I like to find myself sitting opposite a drunk man. And not just any drunk man, a drunk Irish man. Saying stereotypical Irish things. As a joke. I think. Maybe. But I’m not sure. Although he didn’t say “feck”. So maybe he wasn’t even really Irish.
I was happily reading my book on my Kindle and pretty much minding my own business and he just looked up from his drunken stupor and went “Is your phone big enough?”
I don’t know if you’ve tried to explain a Kindle to a drunken Irish man before, but it’s not that easy.
I gave up. I started with it not being a phone. I went on from there. A little bit. But there’s only so many times you can reply to “Wha?” before you have to change tack.
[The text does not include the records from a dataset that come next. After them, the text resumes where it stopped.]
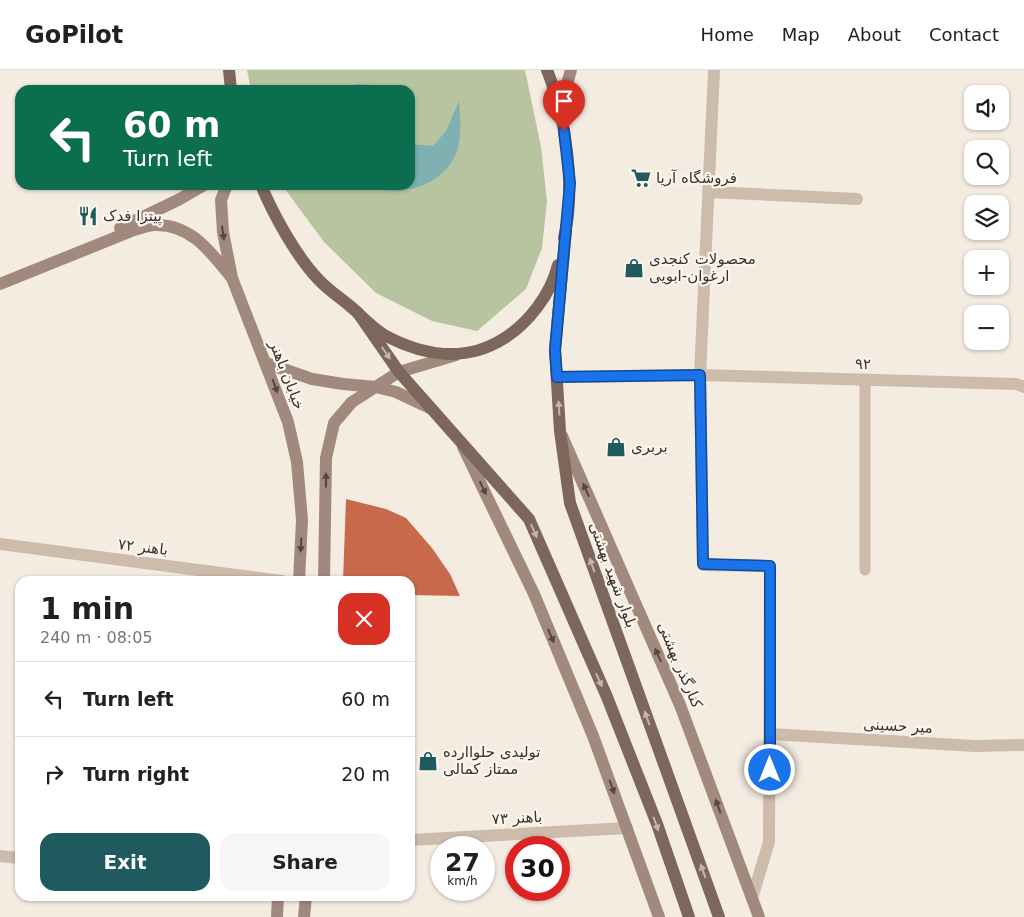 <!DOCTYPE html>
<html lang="en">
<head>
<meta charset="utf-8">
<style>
  :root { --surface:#fff; --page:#f6f6f6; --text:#202124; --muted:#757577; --line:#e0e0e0; --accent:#1f5a5e }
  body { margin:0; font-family:"DejaVu Sans","Noto Naskh Arabic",sans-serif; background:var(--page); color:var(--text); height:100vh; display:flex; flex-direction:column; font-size:19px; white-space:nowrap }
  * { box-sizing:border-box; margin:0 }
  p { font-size:16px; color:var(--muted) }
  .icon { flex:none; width:28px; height:28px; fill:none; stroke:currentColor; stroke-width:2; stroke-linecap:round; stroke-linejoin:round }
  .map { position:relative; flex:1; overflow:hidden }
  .side { position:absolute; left:15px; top:506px; width:400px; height:325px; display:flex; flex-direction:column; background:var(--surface); border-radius:15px; box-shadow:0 1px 4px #0004 }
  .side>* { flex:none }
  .banner { position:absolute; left:15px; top:15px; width:400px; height:105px; border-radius:15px; box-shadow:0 1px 4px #0004; background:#0b6e4f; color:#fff; overflow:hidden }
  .buttons { position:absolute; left:964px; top:15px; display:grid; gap:10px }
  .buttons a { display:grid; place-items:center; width:45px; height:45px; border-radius:10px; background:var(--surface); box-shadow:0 1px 4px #0004; font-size:25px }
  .speed { position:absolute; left:430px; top:766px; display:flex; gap:10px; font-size:25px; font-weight:700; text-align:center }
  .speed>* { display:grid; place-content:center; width:65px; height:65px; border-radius:50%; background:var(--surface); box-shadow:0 1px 4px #0004; line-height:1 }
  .speed small { font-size:12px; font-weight:400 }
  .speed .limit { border:8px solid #d22; background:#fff; color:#111 }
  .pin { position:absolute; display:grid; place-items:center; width:42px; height:42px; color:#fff; margin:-51px -21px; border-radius:50% 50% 50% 0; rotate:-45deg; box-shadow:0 0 5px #0007 }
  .pin .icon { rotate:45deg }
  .me { position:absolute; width:55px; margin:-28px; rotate:0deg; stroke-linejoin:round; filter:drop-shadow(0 0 4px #0008) }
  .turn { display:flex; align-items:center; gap:18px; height:105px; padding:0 25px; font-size:22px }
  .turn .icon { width:65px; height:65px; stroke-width:2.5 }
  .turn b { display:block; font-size:35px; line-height:42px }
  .round { display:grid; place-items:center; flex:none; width:52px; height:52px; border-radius:15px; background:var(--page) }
  .summary { display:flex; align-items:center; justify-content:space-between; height:85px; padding:0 25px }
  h1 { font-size:30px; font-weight:800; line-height:38px }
  .action { display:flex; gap:10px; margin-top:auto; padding:10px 25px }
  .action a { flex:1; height:58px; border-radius:15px; background:var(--accent); color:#fff; font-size:20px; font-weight:800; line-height:58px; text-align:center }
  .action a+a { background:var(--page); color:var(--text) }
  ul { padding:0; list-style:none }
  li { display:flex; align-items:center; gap:15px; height:75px; padding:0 25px; border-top:1px solid var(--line) }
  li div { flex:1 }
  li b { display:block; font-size:19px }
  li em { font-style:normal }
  header { display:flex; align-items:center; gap:30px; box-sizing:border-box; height:70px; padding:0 25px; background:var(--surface); border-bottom:1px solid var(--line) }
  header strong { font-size:24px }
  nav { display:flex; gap:28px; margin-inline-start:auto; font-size:18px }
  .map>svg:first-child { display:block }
  .green { fill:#b8c4a0 }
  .water { fill:#7fb0b2 }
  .building { fill:#c8694b }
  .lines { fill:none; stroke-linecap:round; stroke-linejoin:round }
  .lane { stroke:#cdbbac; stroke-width:11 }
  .street { stroke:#cdbbac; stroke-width:12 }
  .secondary { stroke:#a18a7d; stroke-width:12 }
  .primary { stroke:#7d675c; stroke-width:12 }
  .oneway { fill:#544640 }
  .oneway2 { fill:#c2b5ac }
  .route-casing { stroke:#114b97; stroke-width:12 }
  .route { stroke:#1a73e8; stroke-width:9 }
  .labels { text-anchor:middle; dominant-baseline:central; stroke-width:4.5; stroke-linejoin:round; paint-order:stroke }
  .poi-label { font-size:15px; fill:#3b302b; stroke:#fbf5ee; text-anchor:start }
  .street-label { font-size:15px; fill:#3b302b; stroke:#fbf5ee }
</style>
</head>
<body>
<header>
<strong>GoPilot</strong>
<nav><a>Home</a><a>Map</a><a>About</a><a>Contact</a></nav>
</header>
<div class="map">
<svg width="1024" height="847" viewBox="0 0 1024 847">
  <rect width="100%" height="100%" fill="#f4ebe1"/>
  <!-- green -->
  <path class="green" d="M247 0H525L541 77 547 131 542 178 526 219 477 261 432 251 376 223 324 172 282 115H410V20H251Z"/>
  <!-- water -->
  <g class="water">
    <path d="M355 14 371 15 380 20H351Z"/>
    <path d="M459 31C460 46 462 62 458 78 447 116 398 130 365 115H410V74L433 76 446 61Z"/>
  </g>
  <!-- building -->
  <path class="building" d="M346 429 386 439 406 448 432 478 450 504 460 526 410 525V511H343Z"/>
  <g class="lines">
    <!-- lane -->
    <path class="lane" d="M865 500V310"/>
    <!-- street -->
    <g class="street">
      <path d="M709 122 857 129"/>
      <path d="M557 307 700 305 714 0"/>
      <path d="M0 474 282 511"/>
      <path d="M770 664 975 676 1024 675"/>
      <path d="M410 770 627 758"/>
      <path d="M0 786 20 788"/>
      <path d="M752 828 769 772 770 496 703 495 700 305 1016 314 1024 317"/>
    </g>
    <!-- secondary -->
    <g class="secondary">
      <path d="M564 51 566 18 571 0"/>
      <path d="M227 115 221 130 223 162 232 208 288 352 297 392 302 450 299 511"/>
      <path d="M120 158 178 130 204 115"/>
      <path d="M0 214 134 160C140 158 147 156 153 155 190 153 210 181 231 207"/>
      <path d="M266 293 312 309 343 314 376 317 396 322 430 338"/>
      <path d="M562 366 680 635 759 847"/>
      <path d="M463 377 534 524 593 666 659 847"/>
      <path d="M324 511 326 388 334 353 352 332 399 302 456 285"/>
      <path d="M277 847 278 826"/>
      <path d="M304 847 306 826"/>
    </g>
    <!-- primary -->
    <g class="primary">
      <path d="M229 0 231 20"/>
      <path d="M547 0C566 46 576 119 564 168"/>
      <path d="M261 115C273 144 296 186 318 209 327 219 339 227 350 236 361 245 375 261 388 267 425 286 466 292 503 269 528 254 551 224 558 195"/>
      <path d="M566 160 555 280 560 361 570 433 719 847"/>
      <path d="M358 243 399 302 529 449 607 627 657 754 689 847"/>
    </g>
  </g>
  <!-- one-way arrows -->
  <defs><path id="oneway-solid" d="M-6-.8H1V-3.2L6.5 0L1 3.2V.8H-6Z" transform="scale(1.25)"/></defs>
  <g class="oneway">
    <use href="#oneway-solid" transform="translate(223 163) rotate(82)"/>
    <use href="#oneway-solid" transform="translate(275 316) rotate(70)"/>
    <use href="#oneway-solid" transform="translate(326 410) rotate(-90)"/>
    <use href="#oneway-solid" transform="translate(483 418) rotate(64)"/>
    <use href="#oneway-solid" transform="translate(586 420) rotate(-114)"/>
    <use href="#oneway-solid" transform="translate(301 475) rotate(93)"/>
    <use href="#oneway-solid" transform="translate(551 566) rotate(67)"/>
    <use href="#oneway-solid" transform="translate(658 585) rotate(-114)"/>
    <use href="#oneway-solid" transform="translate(612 717) rotate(70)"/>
    <use href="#oneway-solid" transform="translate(718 736) rotate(-110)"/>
  </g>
  <g class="oneway2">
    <use href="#oneway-solid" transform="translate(386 283) rotate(55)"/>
    <use href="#oneway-solid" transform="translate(559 338) rotate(-94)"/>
    <use href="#oneway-solid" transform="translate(534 461) rotate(66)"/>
    <use href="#oneway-solid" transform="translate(592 495) rotate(-110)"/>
    <use href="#oneway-solid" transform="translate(599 610) rotate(66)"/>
    <use href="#oneway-solid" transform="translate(647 648) rotate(-110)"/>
    <use href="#oneway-solid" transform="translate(656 754) rotate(70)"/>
    <use href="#oneway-solid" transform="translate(703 801) rotate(-110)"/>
  </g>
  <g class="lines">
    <defs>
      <path id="route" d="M564 61 570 113 555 280 557 307 700 305 703 494 770 496V700"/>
    </defs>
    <!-- route casing -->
    <use href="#route" class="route-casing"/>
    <!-- route -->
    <use href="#route" class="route"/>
  </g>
  <!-- icons -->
  <defs>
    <symbol id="supermarket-bare" viewBox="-9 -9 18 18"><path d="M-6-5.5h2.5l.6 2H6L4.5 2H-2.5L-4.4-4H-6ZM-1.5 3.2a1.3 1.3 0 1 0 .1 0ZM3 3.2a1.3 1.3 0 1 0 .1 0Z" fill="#1f5a5e" stroke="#fbf5ee" stroke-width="2.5" paint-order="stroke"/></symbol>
    <symbol id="restaurant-bare" viewBox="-9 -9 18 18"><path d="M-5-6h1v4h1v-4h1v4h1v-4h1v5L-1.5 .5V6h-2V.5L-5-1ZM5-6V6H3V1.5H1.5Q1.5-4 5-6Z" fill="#1f5a5e" stroke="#fbf5ee" stroke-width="2.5" paint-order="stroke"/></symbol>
    <symbol id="shop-bare" viewBox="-9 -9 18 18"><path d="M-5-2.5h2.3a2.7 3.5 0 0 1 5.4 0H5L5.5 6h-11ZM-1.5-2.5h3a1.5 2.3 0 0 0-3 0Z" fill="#1f5a5e" stroke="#fbf5ee" stroke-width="2.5" paint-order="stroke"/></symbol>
  </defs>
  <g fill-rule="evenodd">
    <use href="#supermarket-bare" x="627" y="94" width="28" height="28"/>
    <use href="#restaurant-bare" x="74" y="132" width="28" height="28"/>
    <use href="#shop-bare" x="620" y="184" width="28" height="28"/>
    <use href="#shop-bare" x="602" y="363" width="28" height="28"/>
    <use href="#shop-bare" x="414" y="677" width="28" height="28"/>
  </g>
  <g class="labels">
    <!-- poi labels -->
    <g class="poi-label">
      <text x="656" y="108">فروشگاه آریا</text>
      <text x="103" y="146">پیتزا فدک</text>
      <text x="649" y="189">محصولات کنجدی<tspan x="649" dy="17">ارغوان-ابویی</tspan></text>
      <text x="631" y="377">بربری</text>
      <text x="443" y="682">تولیدی حلواارده<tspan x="443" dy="17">ممتاز کمالی</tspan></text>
    </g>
    <!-- street labels -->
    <g class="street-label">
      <text transform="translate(863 294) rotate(2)">۹۲</text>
      <text transform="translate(287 305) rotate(69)">خیابان باهنر</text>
      <text transform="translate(143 477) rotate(7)">باهنر ۷۲</text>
      <text transform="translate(613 505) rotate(70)">بلوار شهید بهشتی</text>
      <text transform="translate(680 595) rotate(67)">کنارگذر بهشتی</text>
      <text transform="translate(898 656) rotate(3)">میر حسینی</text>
      <text transform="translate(517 748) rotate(-3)">باهنر ۷۳</text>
    </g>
  </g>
</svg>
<div class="buttons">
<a><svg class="icon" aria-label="sound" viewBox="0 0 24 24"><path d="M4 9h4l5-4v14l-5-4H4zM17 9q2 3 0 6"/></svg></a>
<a><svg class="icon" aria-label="search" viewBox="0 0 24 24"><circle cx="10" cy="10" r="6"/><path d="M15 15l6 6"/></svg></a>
<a><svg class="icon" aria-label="layers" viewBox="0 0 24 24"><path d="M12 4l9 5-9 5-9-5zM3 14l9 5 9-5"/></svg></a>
<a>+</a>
<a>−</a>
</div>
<div class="speed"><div>27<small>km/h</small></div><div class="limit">30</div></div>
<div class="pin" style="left:564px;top:61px;background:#d93025"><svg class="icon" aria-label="arrive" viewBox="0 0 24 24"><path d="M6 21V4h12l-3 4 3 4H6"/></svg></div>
<svg class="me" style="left:770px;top:700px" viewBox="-20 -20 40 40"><circle r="17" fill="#1a73e8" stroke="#fff" stroke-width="3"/><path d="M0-11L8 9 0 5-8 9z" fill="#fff"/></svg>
<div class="banner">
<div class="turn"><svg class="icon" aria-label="left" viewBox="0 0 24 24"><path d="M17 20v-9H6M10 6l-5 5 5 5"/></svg><div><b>60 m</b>Turn left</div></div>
</div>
<section class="side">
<div class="summary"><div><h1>1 min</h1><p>240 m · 08:05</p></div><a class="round" style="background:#d93025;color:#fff"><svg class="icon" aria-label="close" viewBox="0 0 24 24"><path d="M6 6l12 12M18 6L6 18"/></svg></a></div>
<ul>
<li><svg class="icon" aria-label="left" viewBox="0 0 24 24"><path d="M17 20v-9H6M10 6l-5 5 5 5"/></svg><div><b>Turn left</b></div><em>60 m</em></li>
<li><svg class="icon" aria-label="right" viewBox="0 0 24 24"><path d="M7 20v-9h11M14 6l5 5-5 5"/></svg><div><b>Turn right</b></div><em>20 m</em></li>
</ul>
<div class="action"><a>Exit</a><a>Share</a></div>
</section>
</div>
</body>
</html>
I just told him it was a book.
It seemed the easiest thing to do. And it did then shift his attention from me to the black man sitting behind him who – judging from the conversation – he had never met before but was quite happy to tell everyone on the bus what a lovely man he was – something he continued long after the guy had got off the bus – and also that he wished he was his son.
It’s not often you end up on a bus ride where it’s like an episode of Surprise Surprise! and people are discovering sons they didn’t know they had or wanted until they happened to sit next to them on the bus.
When I got off the bus, the stereotypically drunk Irish guy had slipped into some sort of alcohol-based slumber/coma. I’m not sure where he was getting off, or should have got off, as where I get off the bus is practically the end of the circular route. There’s not really anywhere else he could have got off that we hadn’t already gone past.
I know for a fact he must have got off somewhere because I was on the exact same physical bus today and he wasn’t still on it. Which was a shame, really, as there’s something romantic about the idea of him riding a circular route between two points in Huddersfield that really evokes the old days of people riding in boxcars.